A heavy mechanical door shuts with a reverberant thud as three musicians, arms full of instrument cases, look silently and quizzically at the prison hallways ahead of them.
Another door slowly opens, allowing the group to advance into the next holding area, surrounded by security windows embedded with wire mesh. The second door locks behind them, and there is a pause before the third and final gate opens.
The representatives of Jail Guitar Doors – a national charity launching a local branch in Philadelphia’s Riverside Correctional Facility – step into the main hallway, sign in with a guard, and are shown into the gymnasium.
Leading the group is Wayne Kramer, a skinny man with a denim jacket, a closely-buzzed haircut and a big smile. He shows relatively little trace of the unhinged and rowdy guitarist he used to be a lifetime ago in legendary Detroit proto-punk band MC5. Kramer carries his own acoustic guitar in a hard case, plus about three donated ones in soft gig bags. Behind him, Keith Javors of local jazz label Inarhyme Records wheels a Rhodes keyboard, followed by Bob Whitt with his bass and amp. (I bring up the rear carrying three more donated acoustics, since arms are at a premium here.)
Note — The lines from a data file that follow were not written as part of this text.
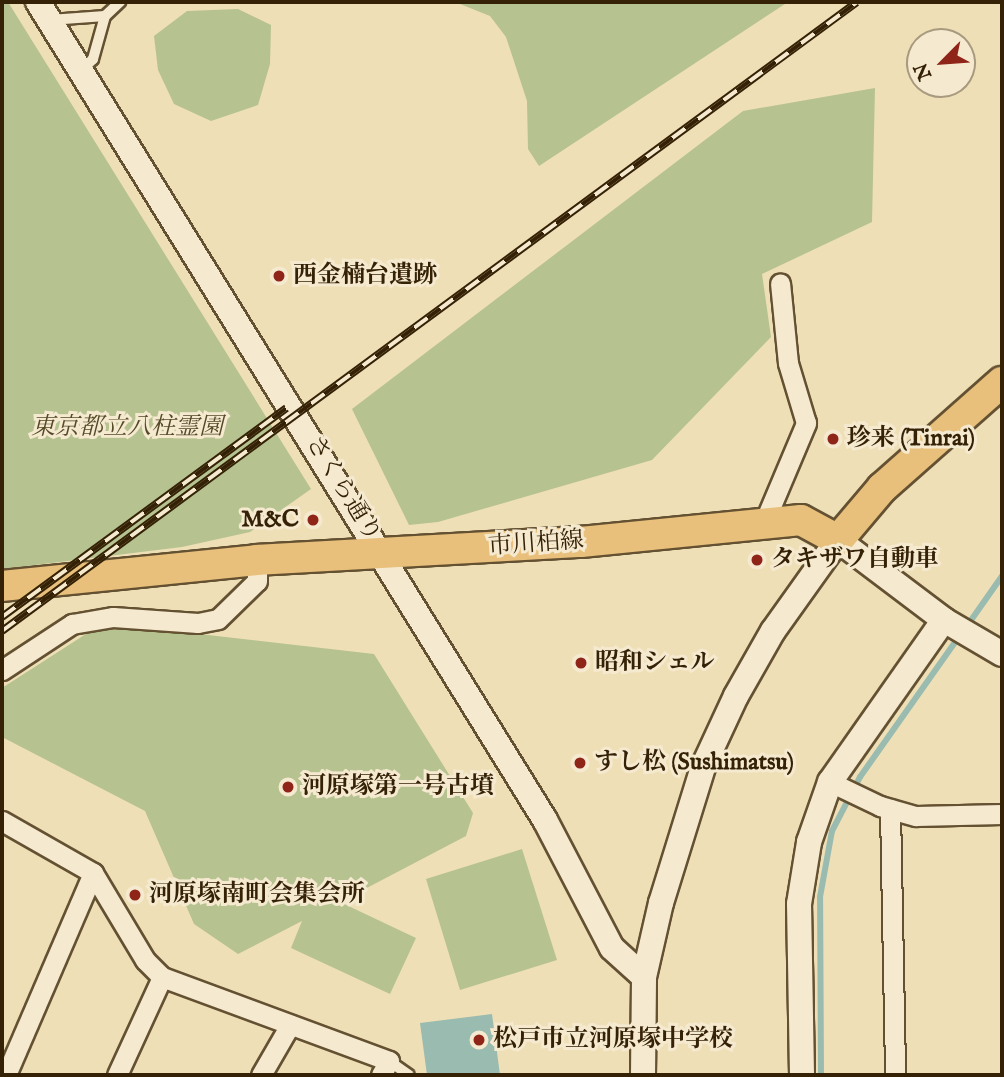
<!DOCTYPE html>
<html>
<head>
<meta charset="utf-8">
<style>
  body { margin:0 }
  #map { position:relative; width:1004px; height:1077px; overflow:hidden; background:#efdfb6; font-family:"IM FELL English","Noto Serif JP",serif }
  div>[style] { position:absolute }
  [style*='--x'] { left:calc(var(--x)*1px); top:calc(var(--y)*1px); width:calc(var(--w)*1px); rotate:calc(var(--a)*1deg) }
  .green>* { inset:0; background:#b6c290 }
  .water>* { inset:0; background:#9abcb0 }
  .stream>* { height:6px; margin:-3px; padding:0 3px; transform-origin:3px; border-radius:3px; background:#9abcb0 }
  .roads { filter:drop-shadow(2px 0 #645132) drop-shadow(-2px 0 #645132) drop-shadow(0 2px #645132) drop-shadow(0 -2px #645132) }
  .service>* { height:10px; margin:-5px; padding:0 5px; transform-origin:5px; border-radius:5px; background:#f5ead0 }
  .minor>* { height:19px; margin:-9.5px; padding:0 9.5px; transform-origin:9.5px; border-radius:9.5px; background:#f5ead0 }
  .tertiary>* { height:24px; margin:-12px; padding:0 12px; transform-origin:12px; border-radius:12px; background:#f5ead0 }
  .primary>* { height:30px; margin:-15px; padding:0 15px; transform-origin:15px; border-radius:15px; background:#e8c07b }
  .rail>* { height:8px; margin-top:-4px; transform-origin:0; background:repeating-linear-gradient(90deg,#f5ead0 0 16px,#352206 0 32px); box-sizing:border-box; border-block:2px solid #352206 }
  .dots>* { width:19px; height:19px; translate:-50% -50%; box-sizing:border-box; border:4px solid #f5ead0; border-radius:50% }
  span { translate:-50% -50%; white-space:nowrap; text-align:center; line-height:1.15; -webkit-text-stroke:6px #f5ead0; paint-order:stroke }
  .poi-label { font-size:24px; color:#352206; font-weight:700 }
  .left { translate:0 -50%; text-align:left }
  .right { translate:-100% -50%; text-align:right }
  .park-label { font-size:24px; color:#554a28; font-style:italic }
  .street-label { font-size:24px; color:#352206 }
  .frame { position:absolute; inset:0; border:4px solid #352206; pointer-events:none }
  .north { position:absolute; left:906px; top:28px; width:70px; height:70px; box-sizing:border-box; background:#f5ead0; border:2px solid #a89a7f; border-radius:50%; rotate:245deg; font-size:19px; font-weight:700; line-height:28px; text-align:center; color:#352206 }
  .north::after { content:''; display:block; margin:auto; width:24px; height:32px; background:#8f2418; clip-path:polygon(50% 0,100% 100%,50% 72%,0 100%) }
</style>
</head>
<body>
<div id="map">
  <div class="green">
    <div style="clip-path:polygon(2px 2px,8px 2px,311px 489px,250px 532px,182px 547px,2px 569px)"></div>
    <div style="clip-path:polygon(455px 2px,788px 2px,539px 166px,528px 149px,527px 101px,506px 37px,490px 16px)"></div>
    <div style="clip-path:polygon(238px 9px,271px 25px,270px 64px,258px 105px,211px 121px,174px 104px,158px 70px,154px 36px,187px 11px)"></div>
    <div style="clip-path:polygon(875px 88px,872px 222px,762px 274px,771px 337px,652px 460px,438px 522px,409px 525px,352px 409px,743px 111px)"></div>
    <div style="clip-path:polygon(103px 623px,374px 654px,473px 813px,466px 836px,340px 902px,416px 938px,390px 994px,291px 948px,302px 921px,238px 954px,194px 924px,145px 811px,2px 737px,2px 688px)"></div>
    <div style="clip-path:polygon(522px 849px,557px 960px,460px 990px,426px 879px)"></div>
  </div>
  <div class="water">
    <div style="clip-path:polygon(492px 1014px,500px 1075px,427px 1075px,420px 1023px)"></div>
  </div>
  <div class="stream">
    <div style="--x:967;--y:626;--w:61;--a:-55"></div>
    <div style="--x:821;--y:1075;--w:178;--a:-90.3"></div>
    <div style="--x:820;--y:897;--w:67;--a:-79.7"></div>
    <div style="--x:832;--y:831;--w:61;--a:-62.6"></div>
    <div style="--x:860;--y:777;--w:174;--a:-54.8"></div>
  </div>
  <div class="roads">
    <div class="service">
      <div style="--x:105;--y:16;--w:21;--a:-43"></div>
      <div style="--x:50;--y:20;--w:55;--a:-4.2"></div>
      <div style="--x:105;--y:16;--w:45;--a:105.6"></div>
      <div style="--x:93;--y:59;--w:17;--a:135"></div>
      <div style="--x:389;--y:1061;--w:24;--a:35"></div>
    </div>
    <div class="minor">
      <div style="--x:763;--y:525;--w:111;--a:-67.1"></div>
      <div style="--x:806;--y:423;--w:63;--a:-106.7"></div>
      <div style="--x:788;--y:363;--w:80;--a:-95.7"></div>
      <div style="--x:2;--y:670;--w:84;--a:-33.3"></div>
      <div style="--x:72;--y:624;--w:42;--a:-9.7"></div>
      <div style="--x:113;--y:617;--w:85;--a:4"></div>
      <div style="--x:198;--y:623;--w:20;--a:-11"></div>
      <div style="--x:218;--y:619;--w:54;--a:-44.3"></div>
      <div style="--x:257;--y:581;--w:21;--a:-90"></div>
      <div style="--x:830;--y:782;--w:55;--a:25.6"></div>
      <div style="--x:880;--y:806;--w:37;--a:16"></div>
      <div style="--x:916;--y:816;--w:86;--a:-1.3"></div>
      <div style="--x:890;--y:809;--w:266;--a:88.9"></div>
      <div style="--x:2;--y:821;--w:105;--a:29.7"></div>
      <div style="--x:93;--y:873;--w:101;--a:59.1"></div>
      <div style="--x:145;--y:960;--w:24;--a:45"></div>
      <div style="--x:162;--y:977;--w:242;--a:20.3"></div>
      <div style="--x:389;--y:1061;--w:16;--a:120"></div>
      <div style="--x:6;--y:1075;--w:220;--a:-66.7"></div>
      <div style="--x:117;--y:1075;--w:108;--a:-65.3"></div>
      <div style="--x:261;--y:1075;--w:58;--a:-59.9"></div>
    </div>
    <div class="tertiary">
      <div style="--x:38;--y:2;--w:962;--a:58.21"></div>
      <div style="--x:545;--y:820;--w:144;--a:62.4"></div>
      <div style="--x:612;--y:948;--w:43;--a:42.2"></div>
      <div style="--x:643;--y:1075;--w:98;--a:-89.4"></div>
      <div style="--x:644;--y:977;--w:76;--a:-77.1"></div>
      <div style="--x:661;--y:903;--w:142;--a:-72.8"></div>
      <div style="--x:703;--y:767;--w:78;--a:-65.1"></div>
      <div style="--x:736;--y:696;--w:75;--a:-60.4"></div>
      <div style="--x:773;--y:631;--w:112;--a:-54.5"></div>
      <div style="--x:838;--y:540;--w:133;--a:37"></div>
      <div style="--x:944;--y:620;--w:67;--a:30.4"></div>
      <div style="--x:802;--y:1075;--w:171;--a:-91"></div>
      <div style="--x:799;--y:904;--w:63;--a:-80.8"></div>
      <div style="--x:809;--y:842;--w:64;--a:-70.7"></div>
      <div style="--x:830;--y:782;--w:198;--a:-54.9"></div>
    </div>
    <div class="primary">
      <div style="--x:2;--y:586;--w:256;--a:-5.8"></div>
      <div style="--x:257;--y:560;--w:324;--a:-3.2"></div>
      <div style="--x:581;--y:542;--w:221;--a:-5.7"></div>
      <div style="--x:801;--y:520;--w:42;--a:28.4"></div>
      <div style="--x:838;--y:540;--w:68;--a:-49.8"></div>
      <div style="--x:882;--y:488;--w:160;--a:-41.5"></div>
    </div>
  </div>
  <div class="rail">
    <div style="--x:2;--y:617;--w:353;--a:-36.3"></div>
    <div style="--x:2;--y:631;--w:1061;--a:-36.34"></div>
  </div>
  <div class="dots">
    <div style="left:279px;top:276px;background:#8f2418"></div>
    <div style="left:833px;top:439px;background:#8f2418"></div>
    <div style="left:313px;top:520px;background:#8f2418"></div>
    <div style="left:757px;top:560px;background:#8f2418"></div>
    <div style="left:581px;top:663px;background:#8f2418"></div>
    <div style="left:580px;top:763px;background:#8f2418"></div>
    <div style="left:288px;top:787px;background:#8f2418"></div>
    <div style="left:135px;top:895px;background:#8f2418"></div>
    <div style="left:479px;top:1040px;background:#8f2418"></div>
  </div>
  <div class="poi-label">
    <span class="left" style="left:293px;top:276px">西金楠台遺跡</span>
    <span class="left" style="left:847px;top:439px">珍来 (Tinrai)</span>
    <span class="right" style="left:299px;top:520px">M&amp;C</span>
    <span class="left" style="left:771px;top:560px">タキザワ自動車</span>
    <span class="left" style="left:595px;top:663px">昭和シェル</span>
    <span class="left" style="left:594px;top:763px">すし松 (Sushimatsu)</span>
    <span class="left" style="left:302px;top:787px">河原塚第一号古墳</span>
    <span class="left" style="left:149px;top:895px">河原塚南町会集会所</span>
    <span class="left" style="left:493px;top:1040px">松戸市立河原塚中学校</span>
  </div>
  <div class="park-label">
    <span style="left:127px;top:428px">東京都立八柱霊園</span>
  </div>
  <div class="street-label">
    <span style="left:343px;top:489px;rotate:58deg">さくら通り</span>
    <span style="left:536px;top:544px;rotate:-4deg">市川柏線</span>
  </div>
  <div class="frame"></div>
  <div class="north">N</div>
</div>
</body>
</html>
Settled in the gymnasium of the women’s wing of Riverside, Kramer notices an issue – a handheld microphone and PA system sit in the corner, but there’s no microphone stand. As a guard runs off to check for one, Kramer turns to his companions.
“You never know what you’re going to get coming in here,” he laughs. He reminisces about his visits to other prisons around the country with the program; sometimes he encounters spaces where he’s performing for inmates by himself with no setup and little guidance. Other times, the prisons are equipped, fully staffed and extremely helpful. Riverside definitely leans towards the latter – but when the guard returns, we learn that there is no mic stand to be had. Kramer decides to wing it as inmates are shown in.
Jail Guitar Doors’ mission is rehabilitation through music. Through donated instruments and volunteer music instructors from the local community, the program teaches prisoners the basics of songwriting and self-expression through music. “You gotta remember, these folks use music for the same reason we do,” Kramer whispers to his companions. “To keep us from blowing our tops.”
He turns and greets his audience – “I’m happy to be here.”
“I’m not,” one inmate deadpans.
“I don’t blame you,” says Kramer, and the group warmly chuckles. The tension is broken, and Kramer then goes on to tell his own backstory of drug dealing, addiction and incarceration, so well known in its day that The Clash wrote a song about him. He then flashes forward to a few years ago, seeing UK folksinger and activist Billy Bragg perform with a sticker on his guitar bearing the words “Jail Guitar Doors.”
“Hey, that song’s about me,” Kramer recalls saying to Bragg, who responded that it was actually a sticker for his England-based charity. This was 2009, and not too long after, Jail Guitar Doors USA was born.